One day Sheila was out, and the others got back a little early, so I went out. They all ate in a little cafe down the street, so I ate there too, and when I got there she was alone at a table. I would have sat down with her, but she didn’t look up, and I took a seat a couple of tables away. She was looking out the window, smoking, and pretty soon she doused her cigarette and came over where I was. “You’re a little standoffish today, Mrs. Brent.”
“I’ve been doing a little quiet listening.”
“Oh — the two guys in the corner?”
“Do you know who the fat one is?”
“No, I don’t.”
“That’s Bunny Kaiser, the leading furniture man of Glendale. ‘She Buys ’Er Stuff from Kaiser.’”
“Isn’t he putting up a building or something? Seems to me we had a deal on, to handle his bonds.”
“He wouldn’t sell bonds. It’s his building, with his own name chiseled over the door, and he wanted to swing the whole thing himself. But he can’t quite make it. The building is up to the first floor now, and he has to make a payment to the contractor. He needs a hundred thousand bucks. Suppose a bright girl got that business for you, would she get a raise?”
“And how would she get that business?”
“Sex appeal! Do you think I haven’t got it?”
“I didn’t say you haven’t got it.”
“You’d better not.”
“Then that’s settled.”
“And—?”
“When’s this payment on the first floor due?”
“Tomorrow.”
“Ouch! That doesn’t give us much time to work.”
“You let me work it, and I’ll put it over.”

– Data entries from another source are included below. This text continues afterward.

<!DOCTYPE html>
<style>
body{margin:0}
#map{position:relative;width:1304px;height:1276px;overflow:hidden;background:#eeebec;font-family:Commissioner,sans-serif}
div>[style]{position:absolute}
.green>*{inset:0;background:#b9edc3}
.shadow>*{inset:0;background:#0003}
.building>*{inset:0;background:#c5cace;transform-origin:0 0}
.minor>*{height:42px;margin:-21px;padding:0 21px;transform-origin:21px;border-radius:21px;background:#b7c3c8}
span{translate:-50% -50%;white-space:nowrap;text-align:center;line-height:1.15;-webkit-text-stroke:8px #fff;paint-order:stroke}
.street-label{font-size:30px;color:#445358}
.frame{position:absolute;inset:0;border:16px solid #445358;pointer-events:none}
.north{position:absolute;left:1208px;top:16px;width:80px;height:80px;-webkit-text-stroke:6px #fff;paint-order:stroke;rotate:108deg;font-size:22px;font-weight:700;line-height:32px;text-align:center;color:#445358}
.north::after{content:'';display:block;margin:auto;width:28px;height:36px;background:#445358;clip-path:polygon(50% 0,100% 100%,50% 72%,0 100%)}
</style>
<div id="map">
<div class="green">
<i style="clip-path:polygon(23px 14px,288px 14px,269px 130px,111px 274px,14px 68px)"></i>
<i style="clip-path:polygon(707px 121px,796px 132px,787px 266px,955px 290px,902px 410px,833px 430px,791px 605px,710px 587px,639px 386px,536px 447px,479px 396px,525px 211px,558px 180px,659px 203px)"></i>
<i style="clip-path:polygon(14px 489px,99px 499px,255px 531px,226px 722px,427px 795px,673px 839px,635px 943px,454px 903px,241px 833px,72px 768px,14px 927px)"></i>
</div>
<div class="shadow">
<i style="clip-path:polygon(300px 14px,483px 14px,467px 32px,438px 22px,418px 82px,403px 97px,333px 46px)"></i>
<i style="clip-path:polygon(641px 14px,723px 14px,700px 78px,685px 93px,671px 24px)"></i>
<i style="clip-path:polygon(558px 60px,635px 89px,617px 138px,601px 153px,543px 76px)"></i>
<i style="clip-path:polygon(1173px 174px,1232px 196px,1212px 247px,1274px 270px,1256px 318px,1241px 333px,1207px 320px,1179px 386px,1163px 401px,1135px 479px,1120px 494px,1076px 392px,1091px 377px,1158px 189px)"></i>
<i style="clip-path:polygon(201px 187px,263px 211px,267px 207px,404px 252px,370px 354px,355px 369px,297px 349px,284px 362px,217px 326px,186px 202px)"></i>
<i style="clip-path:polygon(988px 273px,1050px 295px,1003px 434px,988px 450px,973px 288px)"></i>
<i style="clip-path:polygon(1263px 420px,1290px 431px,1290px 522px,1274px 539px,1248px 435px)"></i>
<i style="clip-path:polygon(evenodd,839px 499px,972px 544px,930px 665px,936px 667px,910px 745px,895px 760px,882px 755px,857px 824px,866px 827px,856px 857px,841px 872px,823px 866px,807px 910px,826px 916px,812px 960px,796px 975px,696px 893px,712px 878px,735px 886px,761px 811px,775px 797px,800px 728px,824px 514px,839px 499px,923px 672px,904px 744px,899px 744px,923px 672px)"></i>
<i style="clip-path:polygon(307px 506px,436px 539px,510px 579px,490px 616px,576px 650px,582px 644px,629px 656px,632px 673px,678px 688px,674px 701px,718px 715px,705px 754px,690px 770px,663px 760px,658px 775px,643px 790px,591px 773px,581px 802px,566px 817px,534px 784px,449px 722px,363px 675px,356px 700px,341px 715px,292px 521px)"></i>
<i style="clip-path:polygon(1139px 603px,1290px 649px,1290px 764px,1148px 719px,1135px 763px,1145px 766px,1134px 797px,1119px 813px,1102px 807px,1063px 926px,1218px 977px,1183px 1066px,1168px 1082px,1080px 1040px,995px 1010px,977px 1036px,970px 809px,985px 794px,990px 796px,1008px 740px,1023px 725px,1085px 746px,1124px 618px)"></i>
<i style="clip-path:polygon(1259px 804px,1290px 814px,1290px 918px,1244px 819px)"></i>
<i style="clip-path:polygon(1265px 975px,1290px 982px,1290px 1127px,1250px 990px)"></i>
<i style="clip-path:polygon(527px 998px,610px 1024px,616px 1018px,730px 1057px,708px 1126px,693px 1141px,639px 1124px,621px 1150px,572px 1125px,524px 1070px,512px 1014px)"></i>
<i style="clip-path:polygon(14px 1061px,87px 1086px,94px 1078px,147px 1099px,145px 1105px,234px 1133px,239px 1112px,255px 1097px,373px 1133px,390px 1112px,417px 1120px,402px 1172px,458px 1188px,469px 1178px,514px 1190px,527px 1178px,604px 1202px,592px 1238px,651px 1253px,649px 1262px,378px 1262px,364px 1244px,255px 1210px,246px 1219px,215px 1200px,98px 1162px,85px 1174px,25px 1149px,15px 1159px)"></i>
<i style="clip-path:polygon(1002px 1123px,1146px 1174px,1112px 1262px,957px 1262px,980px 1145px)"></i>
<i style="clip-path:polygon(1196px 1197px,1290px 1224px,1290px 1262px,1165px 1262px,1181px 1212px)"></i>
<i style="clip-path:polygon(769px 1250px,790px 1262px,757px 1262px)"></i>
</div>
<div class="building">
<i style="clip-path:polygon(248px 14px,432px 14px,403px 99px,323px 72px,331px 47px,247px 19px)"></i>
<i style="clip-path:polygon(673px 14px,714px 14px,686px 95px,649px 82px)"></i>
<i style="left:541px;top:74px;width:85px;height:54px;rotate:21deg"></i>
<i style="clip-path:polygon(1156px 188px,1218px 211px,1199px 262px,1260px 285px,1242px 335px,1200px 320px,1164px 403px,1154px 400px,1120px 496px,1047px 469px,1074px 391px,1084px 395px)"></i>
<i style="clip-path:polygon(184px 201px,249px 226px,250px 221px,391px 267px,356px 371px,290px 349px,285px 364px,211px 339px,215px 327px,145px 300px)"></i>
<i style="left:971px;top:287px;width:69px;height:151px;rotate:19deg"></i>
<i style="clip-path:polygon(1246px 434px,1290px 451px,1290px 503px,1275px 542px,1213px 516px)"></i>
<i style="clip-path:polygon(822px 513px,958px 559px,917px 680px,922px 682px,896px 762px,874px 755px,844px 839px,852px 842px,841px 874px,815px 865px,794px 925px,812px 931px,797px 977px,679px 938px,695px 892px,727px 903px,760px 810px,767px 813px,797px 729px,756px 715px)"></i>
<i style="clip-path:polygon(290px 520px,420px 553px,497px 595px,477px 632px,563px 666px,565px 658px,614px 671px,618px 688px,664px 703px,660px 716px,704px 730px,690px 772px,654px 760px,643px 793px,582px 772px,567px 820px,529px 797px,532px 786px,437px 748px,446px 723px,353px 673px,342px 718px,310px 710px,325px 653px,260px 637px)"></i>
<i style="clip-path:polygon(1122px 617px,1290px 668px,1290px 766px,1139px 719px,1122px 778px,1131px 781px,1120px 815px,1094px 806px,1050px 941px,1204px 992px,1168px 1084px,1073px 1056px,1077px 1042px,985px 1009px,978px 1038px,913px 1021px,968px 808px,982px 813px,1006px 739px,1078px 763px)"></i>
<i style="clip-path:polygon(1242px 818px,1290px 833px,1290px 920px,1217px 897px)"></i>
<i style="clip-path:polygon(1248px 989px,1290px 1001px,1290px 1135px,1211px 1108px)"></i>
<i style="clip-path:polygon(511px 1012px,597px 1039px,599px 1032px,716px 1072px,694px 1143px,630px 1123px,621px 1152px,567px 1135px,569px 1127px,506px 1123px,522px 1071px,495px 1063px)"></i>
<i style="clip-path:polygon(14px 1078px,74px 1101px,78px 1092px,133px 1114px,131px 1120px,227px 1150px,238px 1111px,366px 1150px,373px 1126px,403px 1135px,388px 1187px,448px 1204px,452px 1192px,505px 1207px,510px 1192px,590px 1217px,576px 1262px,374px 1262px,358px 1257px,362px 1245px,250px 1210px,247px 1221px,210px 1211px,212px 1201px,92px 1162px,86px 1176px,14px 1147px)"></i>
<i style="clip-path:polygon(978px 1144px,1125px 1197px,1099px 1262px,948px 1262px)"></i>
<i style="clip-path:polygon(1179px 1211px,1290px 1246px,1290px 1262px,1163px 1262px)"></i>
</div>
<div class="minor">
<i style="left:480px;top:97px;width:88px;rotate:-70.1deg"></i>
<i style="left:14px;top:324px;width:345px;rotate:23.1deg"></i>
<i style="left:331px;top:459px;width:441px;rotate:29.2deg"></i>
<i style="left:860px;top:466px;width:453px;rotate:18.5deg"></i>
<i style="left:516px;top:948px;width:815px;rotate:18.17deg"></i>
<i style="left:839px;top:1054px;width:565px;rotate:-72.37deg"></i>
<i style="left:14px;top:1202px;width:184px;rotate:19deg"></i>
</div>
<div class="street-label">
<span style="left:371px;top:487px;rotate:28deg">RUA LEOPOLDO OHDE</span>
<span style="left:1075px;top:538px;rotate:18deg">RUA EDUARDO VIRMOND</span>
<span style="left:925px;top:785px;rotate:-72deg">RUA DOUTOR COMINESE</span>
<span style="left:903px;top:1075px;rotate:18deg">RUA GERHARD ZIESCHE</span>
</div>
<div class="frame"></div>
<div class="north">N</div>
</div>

“All right, you land that loan, it’s a two-dollar raise.”
“Two-fifty.”
“O.K. — two-fifty.”
“I’ll be late. At the bank, I mean.”
“I’ll take your window.”
So I went back and took her window. About two o’clock a truck driver came in, cashed a pay check with Helm, then came over to me to make a $10 deposit on savings. I took his book, entered the amount, set the $10 so she could put it with her cash when she came in. You understand: They all have cash boxes, and lock them when they go out, and that cash is checked once a month. But when I took out the card in our own file, the total it showed was $150 less than the amount showing in the passbook.
In a bank, you never let the depositor notice anything. You’ve got that smile on your face, and everything’s jake, and that’s fair enough, from his end of it, because the bank is responsible, and what his book shows is what he’s got, so he can’t lose no matter how you play it. Just the same, under that pasted grin, my lips felt a little cold. I picked up his book again, like there was something else I had to do to it, and blobbed a big smear of ink over it. “Well, that’s nice, isn’t it.”
“You sure decorated it.”
“I tell you what, I’m a little busy just now — will you leave that with me? Next time you come in, I’ll have a new one ready for you.”
“Anything you say, Cap.”
“This one’s kind of shopworn, anyway.”
“Yeah, getting greasy.”
By that time I had a receipt ready for the book, and copied the amount down in his presence, and passed it out to him. He went and I set the book aside. It had taken a little time, and three more depositors were in line behind him. The first two books corresponded with the cards, but the last one showed a $200 difference, more on his book than we had on our card. I hated to do what he had seen me do with the other guy, but I had to have that book. I started to enter the deposit, and once more a big blob of ink went on that page.